We even threw in a live cut about a bullet so we are pretty hip with the gun control issue. As we say in “Oh My My,” “The transformation from favored nation/Shotgun sedation changed the tune” is about as current as we can get! “Circles” is about a round thing.

Publicity for the album suggests the Prunes, at least as a live act, are winding down. Is WaS intended to be your recording finale?

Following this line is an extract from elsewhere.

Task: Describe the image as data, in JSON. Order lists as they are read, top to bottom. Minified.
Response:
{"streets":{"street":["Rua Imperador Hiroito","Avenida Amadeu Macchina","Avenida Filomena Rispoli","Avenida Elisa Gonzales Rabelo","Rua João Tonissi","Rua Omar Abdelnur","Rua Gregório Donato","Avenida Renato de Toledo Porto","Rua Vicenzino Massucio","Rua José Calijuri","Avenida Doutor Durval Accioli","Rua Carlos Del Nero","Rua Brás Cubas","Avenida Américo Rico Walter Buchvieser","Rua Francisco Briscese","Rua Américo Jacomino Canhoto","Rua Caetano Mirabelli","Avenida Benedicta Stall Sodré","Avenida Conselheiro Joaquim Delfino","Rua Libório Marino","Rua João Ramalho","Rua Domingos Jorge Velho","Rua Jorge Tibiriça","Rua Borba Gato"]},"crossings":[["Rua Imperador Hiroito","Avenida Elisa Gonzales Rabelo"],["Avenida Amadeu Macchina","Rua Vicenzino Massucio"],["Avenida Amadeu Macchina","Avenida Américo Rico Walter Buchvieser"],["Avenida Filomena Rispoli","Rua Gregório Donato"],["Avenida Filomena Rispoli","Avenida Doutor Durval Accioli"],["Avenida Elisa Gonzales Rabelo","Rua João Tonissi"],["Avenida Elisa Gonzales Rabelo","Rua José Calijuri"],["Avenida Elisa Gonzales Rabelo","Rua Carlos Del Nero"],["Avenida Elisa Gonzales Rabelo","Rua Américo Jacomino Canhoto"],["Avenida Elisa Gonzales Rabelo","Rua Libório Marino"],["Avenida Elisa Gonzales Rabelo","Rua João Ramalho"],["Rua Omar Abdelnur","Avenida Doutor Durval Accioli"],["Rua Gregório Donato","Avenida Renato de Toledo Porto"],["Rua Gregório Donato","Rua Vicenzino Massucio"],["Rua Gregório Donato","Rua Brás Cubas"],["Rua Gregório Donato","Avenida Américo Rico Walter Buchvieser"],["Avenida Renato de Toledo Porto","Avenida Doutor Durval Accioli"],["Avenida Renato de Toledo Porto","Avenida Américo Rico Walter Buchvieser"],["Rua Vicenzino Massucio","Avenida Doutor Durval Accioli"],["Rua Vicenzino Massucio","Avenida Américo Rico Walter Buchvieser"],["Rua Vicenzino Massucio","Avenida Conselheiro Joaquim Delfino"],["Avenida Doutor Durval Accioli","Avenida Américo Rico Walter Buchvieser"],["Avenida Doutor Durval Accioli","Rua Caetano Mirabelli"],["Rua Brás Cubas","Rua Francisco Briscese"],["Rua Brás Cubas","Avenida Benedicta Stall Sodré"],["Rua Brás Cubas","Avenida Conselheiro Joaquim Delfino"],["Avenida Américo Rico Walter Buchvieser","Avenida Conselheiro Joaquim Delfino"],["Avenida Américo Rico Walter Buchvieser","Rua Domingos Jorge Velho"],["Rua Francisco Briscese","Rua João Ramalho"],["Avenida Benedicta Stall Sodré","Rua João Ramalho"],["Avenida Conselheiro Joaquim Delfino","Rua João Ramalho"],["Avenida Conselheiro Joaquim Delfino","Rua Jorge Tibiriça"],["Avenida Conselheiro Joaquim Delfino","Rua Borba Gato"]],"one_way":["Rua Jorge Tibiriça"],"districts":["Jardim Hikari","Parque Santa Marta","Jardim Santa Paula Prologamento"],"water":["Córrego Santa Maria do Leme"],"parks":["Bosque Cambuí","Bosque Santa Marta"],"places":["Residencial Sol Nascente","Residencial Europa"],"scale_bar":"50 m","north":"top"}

It very well could be. We would like to go out and play live some of the songs we have recorded. You can’t just keep making these things to listen to on the iPod. You don’t let the horse run a bit. Try some things out. If you don’t have the chance to embarrass yourself in front of a crowd, life is pretty dull. So we will be trying to get some gigs somewhere, here on earth, I hope. You play in a town and everyone stays home on the computer or sofa for a brew. Then they are AMAZED you were in town!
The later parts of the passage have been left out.